[WORK ITEM] Pictures excluded, return the lines below from the first through the line holding "position:absolute; left:1340px; top:105px;".

:::::

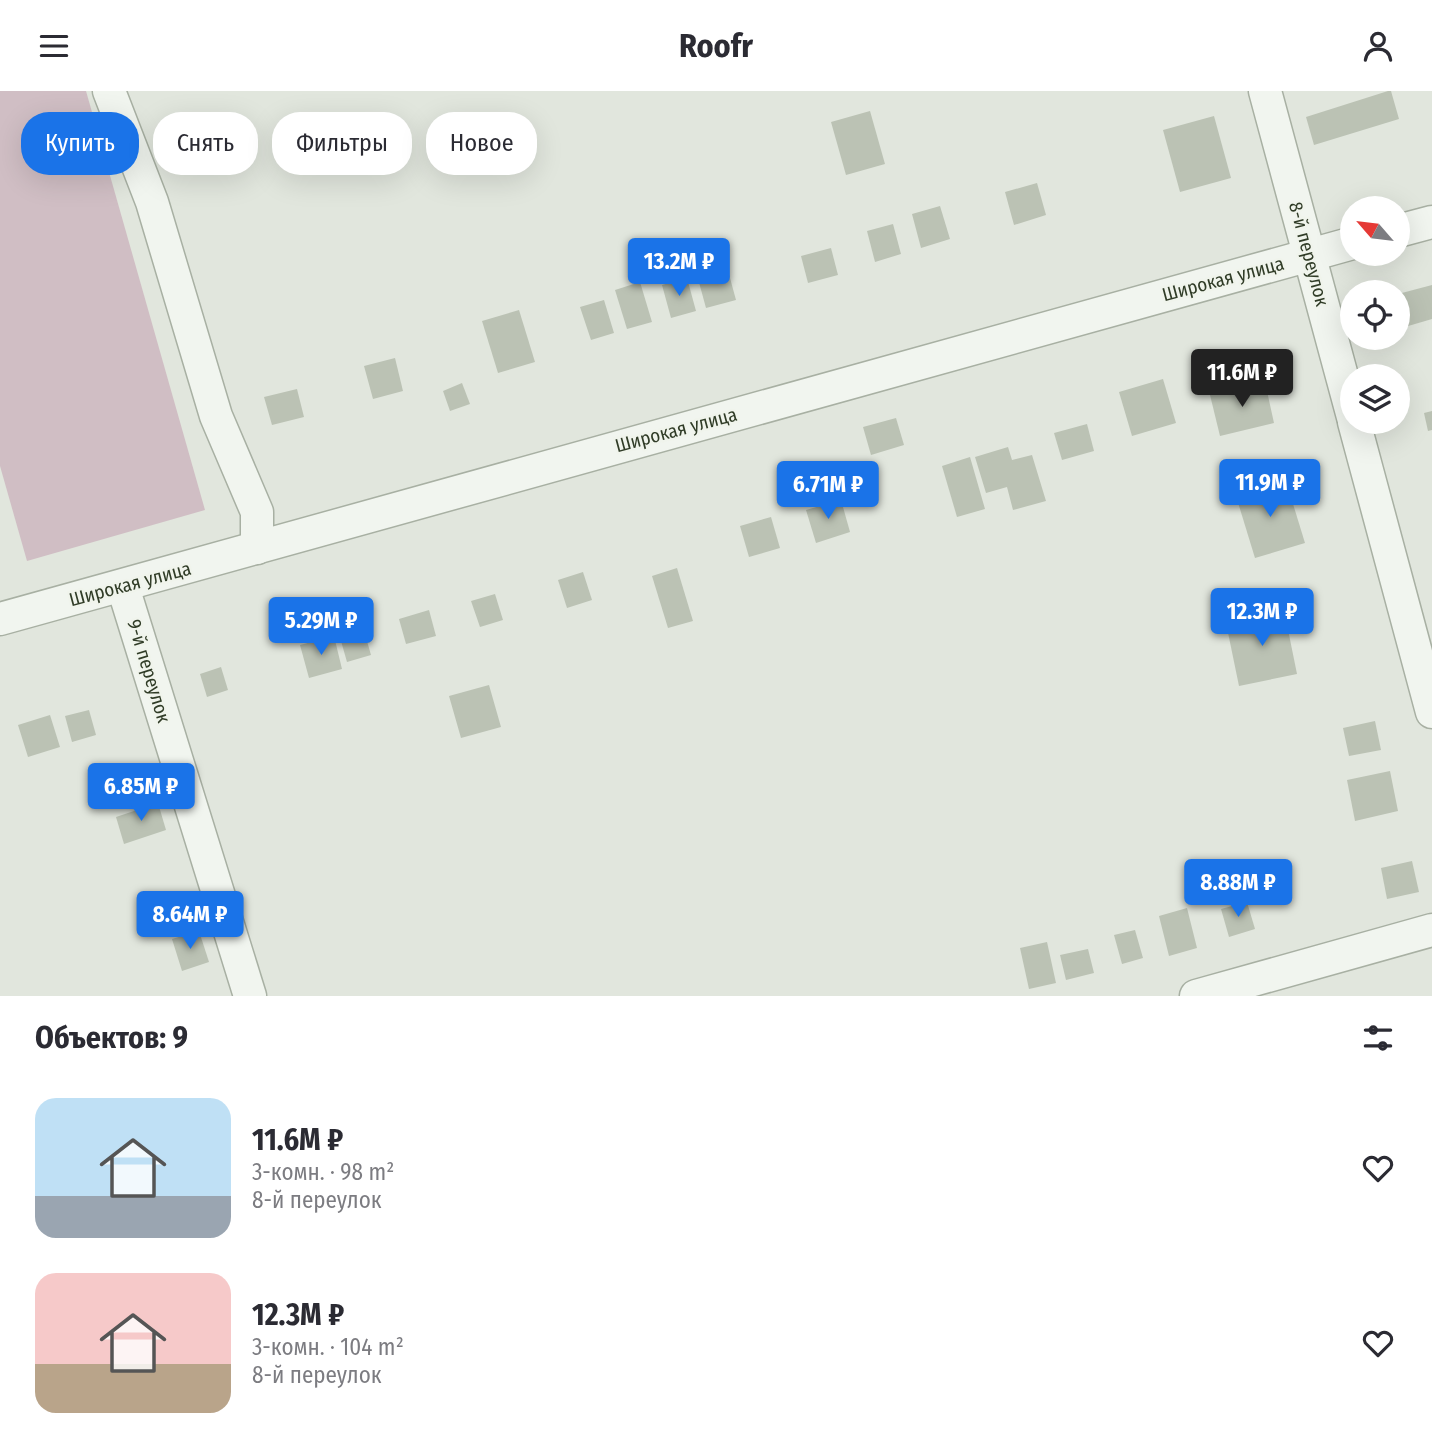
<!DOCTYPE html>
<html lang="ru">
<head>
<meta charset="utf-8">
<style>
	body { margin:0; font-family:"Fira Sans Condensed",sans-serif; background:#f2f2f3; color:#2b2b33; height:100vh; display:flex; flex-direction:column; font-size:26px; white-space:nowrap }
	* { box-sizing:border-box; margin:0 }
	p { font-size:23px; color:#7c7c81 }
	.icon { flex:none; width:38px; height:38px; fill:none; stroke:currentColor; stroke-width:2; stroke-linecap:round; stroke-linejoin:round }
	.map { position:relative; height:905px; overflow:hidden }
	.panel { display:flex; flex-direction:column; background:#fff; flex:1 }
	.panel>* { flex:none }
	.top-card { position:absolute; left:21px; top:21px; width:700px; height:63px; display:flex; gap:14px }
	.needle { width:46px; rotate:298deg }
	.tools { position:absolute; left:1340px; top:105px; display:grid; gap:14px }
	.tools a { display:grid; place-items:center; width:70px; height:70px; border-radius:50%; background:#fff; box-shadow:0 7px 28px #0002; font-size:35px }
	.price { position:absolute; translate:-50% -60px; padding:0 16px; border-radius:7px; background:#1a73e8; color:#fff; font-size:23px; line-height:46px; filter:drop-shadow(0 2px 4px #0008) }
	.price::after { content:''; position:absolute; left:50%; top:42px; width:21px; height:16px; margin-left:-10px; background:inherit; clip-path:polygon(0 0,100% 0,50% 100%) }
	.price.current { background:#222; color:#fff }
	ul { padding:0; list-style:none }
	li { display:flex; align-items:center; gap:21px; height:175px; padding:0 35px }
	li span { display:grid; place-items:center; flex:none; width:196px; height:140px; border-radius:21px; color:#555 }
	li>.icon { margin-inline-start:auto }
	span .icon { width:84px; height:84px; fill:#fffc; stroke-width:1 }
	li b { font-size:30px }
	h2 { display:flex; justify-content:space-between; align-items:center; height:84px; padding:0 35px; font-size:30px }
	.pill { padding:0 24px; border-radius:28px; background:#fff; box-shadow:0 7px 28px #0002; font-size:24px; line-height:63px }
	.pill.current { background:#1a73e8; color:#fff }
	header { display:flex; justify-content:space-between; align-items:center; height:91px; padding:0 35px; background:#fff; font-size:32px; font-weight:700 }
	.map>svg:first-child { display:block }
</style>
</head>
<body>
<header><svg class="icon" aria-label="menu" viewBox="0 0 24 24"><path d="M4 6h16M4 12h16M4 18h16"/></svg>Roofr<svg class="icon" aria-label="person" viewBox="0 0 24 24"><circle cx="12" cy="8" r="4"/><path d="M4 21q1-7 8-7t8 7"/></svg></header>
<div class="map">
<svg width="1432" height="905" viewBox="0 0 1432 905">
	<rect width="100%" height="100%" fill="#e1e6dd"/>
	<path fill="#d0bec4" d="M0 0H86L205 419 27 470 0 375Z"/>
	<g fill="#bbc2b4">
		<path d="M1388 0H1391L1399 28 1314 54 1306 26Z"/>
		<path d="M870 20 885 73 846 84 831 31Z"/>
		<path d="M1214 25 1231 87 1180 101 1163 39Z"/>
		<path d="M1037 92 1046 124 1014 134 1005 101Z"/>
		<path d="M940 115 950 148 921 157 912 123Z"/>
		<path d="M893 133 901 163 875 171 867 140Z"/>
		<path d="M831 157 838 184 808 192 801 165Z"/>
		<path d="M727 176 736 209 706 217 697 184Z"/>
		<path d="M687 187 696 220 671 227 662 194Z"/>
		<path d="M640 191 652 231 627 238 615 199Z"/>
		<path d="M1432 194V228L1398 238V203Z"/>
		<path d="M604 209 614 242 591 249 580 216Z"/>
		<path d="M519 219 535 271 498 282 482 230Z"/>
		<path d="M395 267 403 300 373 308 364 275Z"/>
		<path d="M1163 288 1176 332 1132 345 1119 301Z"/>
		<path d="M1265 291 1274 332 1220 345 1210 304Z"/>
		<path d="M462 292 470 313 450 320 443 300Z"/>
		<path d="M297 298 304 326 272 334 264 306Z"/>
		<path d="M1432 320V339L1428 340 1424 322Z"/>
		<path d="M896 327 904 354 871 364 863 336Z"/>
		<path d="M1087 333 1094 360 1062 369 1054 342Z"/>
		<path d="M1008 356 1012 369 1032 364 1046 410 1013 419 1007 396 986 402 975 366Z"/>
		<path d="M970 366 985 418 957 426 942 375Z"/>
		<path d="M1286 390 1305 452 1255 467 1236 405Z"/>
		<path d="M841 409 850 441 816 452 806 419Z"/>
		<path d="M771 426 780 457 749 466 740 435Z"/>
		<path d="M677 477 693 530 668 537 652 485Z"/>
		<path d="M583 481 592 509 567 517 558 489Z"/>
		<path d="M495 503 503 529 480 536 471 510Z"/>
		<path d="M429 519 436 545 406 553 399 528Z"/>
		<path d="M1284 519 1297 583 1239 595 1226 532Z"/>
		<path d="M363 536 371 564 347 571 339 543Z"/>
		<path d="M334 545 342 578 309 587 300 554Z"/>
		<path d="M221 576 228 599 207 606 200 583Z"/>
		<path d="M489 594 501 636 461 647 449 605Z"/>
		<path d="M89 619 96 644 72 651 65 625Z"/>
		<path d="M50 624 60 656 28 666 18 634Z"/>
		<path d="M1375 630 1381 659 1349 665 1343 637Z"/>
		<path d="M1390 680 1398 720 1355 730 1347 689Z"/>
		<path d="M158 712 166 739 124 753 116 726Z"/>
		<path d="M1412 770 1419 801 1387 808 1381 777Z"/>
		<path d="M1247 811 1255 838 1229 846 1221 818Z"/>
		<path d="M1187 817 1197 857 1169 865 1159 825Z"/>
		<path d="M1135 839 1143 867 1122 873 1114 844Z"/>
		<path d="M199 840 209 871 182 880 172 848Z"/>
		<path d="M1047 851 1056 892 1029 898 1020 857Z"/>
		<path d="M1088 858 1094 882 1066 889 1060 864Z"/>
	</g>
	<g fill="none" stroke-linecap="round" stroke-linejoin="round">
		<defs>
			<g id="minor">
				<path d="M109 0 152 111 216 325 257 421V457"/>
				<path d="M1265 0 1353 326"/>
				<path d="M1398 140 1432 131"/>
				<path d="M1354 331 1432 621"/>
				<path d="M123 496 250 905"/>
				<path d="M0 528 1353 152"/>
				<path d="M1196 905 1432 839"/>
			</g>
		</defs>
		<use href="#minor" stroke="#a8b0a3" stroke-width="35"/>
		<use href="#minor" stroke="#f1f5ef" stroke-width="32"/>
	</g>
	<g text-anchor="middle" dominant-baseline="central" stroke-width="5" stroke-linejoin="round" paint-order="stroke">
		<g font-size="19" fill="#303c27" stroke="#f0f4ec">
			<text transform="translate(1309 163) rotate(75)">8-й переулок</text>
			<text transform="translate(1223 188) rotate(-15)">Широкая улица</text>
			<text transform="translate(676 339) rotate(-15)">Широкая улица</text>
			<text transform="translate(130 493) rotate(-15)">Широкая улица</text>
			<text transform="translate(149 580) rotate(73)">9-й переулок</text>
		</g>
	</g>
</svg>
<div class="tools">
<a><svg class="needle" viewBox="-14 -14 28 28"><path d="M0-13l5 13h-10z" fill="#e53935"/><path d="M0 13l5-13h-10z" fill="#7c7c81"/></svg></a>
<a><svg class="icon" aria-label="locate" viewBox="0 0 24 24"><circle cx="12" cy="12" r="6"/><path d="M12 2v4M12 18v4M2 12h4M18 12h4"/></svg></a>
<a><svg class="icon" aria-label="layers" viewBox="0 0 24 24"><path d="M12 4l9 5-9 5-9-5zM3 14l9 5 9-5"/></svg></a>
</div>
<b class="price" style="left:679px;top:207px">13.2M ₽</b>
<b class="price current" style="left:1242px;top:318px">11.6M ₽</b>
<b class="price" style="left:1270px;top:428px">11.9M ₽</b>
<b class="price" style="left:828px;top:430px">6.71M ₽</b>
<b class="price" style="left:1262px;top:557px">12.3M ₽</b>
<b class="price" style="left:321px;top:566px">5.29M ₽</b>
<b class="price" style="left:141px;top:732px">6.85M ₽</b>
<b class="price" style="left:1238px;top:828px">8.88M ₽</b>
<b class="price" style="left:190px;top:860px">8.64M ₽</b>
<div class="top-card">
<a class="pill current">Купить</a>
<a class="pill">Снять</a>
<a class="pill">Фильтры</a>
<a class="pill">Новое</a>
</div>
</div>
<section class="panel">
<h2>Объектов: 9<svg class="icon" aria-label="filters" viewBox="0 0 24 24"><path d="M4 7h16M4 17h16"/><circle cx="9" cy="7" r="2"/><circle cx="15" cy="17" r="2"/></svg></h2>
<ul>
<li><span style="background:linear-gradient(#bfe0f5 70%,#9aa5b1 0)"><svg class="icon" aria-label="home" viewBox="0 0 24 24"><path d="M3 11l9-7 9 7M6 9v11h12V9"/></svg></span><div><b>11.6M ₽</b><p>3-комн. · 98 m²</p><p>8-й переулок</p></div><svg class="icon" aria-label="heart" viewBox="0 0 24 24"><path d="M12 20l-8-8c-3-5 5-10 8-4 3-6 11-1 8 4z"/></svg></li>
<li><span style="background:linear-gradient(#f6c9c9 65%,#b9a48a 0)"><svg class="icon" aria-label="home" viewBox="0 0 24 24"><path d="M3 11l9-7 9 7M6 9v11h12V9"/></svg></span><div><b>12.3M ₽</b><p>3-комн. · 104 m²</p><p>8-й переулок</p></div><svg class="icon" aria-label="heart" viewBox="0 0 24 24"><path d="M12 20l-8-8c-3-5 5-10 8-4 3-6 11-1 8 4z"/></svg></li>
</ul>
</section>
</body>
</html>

:::::

[SOLUTION TO THE EXERCISE]
<!DOCTYPE html>
<html lang="ru">
<head>
<meta charset="utf-8">
<style>
	body { margin:0; font-family:"Fira Sans Condensed",sans-serif; background:#f2f2f3; color:#2b2b33; height:100vh; display:flex; flex-direction:column; font-size:26px; white-space:nowrap }
	* { box-sizing:border-box; margin:0 }
	p { font-size:23px; color:#7c7c81 }
	.icon { flex:none; width:38px; height:38px; fill:none; stroke:currentColor; stroke-width:2; stroke-linecap:round; stroke-linejoin:round }
	.map { position:relative; height:905px; overflow:hidden }
	.panel { display:flex; flex-direction:column; background:#fff; flex:1 }
	.panel>* { flex:none }
	.top-card { position:absolute; left:21px; top:21px; width:700px; height:63px; display:flex; gap:14px }
	.needle { width:46px; rotate:298deg }
	.tools { position:absolute; left:1340px; top:105px; display:grid; gap:14px }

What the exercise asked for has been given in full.